◆ ABOUT THIS EXERCISE
Wherever a line in the data holds the word "lane", pull that line out.

◆ EXERCISE INPUT
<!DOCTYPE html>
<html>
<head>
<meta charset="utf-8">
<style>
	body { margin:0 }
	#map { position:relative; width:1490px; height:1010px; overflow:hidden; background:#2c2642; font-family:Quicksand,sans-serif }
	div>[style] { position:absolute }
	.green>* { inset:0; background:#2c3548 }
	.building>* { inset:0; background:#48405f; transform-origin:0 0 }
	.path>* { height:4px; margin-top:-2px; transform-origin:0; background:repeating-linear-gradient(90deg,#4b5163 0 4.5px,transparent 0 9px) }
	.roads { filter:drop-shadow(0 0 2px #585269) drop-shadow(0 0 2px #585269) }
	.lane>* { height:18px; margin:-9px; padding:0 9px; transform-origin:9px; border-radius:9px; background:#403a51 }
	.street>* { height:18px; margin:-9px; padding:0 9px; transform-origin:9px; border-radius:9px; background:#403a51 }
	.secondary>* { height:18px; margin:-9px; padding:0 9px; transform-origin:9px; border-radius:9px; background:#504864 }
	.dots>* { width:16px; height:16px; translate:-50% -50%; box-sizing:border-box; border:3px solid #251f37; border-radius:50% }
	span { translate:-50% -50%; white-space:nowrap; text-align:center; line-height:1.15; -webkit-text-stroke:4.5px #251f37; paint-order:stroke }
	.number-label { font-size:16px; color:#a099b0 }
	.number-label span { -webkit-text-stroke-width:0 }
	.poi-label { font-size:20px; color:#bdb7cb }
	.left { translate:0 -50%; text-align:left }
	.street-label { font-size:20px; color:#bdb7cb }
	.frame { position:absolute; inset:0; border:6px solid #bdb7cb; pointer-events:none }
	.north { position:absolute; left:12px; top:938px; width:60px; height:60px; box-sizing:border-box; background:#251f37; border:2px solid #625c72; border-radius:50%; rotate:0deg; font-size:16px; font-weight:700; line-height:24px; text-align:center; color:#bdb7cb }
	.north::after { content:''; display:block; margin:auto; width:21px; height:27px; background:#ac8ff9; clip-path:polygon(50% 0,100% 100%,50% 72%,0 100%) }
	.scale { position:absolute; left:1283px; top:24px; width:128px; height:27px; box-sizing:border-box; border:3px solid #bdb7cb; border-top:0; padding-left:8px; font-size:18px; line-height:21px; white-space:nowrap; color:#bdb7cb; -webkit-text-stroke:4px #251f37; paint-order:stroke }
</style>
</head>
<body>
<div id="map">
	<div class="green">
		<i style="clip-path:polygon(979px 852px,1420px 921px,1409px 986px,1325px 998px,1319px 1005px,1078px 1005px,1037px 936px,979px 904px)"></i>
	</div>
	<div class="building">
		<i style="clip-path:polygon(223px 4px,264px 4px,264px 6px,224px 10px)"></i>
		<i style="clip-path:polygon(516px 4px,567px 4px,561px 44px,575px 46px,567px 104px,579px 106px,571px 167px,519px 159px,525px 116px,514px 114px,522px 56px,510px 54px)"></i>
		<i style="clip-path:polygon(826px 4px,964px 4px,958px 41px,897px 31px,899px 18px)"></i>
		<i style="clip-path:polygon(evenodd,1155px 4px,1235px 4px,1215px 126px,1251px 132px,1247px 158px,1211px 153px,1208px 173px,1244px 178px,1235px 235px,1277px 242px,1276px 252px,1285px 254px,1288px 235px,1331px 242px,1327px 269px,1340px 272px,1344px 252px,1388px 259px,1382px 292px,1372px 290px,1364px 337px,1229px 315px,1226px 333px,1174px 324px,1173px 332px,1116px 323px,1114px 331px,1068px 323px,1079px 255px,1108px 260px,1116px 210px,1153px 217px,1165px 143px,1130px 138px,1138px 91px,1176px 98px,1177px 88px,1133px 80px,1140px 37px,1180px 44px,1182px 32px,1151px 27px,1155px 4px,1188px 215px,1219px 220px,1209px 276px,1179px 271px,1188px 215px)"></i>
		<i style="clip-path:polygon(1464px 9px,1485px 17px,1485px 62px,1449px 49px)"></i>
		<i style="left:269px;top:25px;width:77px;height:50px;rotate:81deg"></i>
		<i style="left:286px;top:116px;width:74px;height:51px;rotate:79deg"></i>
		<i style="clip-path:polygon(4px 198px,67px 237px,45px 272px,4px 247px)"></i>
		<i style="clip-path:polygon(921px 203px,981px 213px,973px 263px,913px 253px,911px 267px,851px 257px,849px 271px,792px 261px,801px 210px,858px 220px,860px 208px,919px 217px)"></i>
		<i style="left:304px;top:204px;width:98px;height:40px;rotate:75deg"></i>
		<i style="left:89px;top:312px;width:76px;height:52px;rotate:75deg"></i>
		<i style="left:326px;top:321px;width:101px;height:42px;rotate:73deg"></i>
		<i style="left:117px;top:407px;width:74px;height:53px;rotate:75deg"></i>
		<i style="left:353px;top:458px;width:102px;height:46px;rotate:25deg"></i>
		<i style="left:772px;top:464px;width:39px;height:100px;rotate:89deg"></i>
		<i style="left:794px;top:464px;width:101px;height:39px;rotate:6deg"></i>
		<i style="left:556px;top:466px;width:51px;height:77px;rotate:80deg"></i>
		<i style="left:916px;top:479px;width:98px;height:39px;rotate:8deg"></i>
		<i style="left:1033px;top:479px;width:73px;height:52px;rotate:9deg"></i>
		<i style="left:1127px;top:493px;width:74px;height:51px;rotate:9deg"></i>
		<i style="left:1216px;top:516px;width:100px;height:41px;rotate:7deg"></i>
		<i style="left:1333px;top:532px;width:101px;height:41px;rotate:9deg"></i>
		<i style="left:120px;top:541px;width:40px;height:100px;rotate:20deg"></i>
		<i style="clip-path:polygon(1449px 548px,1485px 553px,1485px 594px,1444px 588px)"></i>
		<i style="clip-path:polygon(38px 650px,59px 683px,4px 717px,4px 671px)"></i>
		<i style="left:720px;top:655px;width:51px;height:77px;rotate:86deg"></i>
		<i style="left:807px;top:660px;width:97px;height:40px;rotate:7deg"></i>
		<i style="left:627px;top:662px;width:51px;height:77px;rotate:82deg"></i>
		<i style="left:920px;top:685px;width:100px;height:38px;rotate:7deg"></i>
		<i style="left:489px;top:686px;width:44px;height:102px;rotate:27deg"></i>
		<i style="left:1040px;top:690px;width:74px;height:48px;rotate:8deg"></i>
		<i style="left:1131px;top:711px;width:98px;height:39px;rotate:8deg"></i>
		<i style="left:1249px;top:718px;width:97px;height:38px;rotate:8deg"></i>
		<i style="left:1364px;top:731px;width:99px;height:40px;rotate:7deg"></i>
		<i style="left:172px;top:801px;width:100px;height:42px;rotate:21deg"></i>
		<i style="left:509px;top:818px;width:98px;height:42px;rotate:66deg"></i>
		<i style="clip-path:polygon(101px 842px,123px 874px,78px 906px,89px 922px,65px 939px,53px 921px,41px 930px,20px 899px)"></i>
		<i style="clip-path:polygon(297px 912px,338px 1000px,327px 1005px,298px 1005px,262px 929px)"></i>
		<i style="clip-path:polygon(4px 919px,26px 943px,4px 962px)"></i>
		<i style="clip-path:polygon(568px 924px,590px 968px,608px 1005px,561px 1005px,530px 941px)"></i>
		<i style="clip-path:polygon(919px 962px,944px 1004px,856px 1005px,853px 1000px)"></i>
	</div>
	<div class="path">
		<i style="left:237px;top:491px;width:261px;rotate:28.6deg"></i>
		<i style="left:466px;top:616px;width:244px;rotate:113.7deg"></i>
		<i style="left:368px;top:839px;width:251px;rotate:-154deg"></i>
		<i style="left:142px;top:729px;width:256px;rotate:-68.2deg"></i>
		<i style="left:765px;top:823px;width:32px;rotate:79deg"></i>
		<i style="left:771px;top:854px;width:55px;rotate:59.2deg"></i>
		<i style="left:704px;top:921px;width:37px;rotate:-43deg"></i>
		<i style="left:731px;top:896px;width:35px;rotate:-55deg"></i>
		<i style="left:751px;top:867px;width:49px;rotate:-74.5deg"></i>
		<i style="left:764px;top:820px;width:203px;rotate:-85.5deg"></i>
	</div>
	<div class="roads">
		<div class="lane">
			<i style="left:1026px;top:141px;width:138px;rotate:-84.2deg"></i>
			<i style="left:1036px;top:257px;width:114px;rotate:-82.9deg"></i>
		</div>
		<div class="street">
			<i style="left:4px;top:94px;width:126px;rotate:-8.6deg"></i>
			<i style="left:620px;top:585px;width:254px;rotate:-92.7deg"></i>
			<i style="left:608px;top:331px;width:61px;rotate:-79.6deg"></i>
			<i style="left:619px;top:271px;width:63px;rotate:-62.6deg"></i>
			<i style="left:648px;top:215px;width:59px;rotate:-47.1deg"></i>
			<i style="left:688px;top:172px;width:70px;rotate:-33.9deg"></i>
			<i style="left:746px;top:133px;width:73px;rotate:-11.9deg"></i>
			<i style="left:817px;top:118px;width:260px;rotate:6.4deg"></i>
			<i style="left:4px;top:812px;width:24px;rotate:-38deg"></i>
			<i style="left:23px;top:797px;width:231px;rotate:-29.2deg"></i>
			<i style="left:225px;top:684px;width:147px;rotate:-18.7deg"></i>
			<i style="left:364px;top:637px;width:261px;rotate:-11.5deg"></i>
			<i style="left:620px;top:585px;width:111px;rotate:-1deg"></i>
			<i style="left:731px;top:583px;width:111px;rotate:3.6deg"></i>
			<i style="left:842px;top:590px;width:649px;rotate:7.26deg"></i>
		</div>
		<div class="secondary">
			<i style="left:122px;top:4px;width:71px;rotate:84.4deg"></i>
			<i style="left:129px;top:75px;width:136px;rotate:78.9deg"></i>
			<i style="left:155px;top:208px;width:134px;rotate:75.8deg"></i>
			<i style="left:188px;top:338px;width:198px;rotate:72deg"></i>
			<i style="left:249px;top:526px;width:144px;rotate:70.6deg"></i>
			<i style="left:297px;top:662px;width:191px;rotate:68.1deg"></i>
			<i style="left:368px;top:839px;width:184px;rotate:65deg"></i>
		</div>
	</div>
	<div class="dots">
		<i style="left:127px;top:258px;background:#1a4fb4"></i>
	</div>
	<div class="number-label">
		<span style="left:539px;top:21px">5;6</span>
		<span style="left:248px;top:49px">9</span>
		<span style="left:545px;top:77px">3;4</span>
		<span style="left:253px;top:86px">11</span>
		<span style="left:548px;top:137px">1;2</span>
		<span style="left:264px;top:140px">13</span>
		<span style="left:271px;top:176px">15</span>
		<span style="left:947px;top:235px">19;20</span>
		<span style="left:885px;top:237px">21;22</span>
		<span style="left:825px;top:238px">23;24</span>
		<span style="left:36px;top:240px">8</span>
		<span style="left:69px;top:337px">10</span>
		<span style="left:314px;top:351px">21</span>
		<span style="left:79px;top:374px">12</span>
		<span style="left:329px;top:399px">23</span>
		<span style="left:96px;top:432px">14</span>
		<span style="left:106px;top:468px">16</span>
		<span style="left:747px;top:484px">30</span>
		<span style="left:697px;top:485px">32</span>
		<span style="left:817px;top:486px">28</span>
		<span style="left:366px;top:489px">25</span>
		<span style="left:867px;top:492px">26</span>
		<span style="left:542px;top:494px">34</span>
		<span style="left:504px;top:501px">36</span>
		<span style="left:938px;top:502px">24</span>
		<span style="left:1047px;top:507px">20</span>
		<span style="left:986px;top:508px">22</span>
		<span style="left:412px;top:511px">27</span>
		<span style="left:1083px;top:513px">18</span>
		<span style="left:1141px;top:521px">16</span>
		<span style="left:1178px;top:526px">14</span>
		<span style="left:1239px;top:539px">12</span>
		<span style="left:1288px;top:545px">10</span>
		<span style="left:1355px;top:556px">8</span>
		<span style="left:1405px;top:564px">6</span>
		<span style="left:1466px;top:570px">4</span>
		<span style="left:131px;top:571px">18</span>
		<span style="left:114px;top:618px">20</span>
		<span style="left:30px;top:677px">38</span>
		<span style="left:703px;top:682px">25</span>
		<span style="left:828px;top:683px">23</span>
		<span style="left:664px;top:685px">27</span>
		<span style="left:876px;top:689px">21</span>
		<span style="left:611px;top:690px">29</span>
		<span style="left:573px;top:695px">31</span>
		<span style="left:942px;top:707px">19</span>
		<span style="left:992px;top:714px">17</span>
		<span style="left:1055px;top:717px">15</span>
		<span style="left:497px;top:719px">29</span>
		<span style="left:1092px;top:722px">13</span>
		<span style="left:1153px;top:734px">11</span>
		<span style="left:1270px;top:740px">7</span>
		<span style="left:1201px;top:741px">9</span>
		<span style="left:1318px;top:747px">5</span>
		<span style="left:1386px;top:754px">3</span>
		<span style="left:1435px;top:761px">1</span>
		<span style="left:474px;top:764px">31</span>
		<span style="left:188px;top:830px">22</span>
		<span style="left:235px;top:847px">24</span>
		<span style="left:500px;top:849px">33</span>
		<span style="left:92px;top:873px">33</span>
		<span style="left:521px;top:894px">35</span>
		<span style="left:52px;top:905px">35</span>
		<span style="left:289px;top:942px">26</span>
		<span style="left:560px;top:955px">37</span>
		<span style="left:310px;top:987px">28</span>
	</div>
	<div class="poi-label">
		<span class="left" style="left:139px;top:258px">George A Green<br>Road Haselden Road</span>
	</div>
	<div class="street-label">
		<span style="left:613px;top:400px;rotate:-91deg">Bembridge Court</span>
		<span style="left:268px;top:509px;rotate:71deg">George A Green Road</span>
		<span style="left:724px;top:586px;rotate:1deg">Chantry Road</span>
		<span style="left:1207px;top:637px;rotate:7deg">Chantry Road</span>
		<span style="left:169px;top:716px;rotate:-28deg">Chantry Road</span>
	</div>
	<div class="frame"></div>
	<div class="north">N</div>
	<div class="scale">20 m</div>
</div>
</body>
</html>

◆ TASK RESPONSE
	.lane>* { height:18px; margin:-9px; padding:0 9px; transform-origin:9px; border-radius:9px; background:#403a51 }
		<div class="lane">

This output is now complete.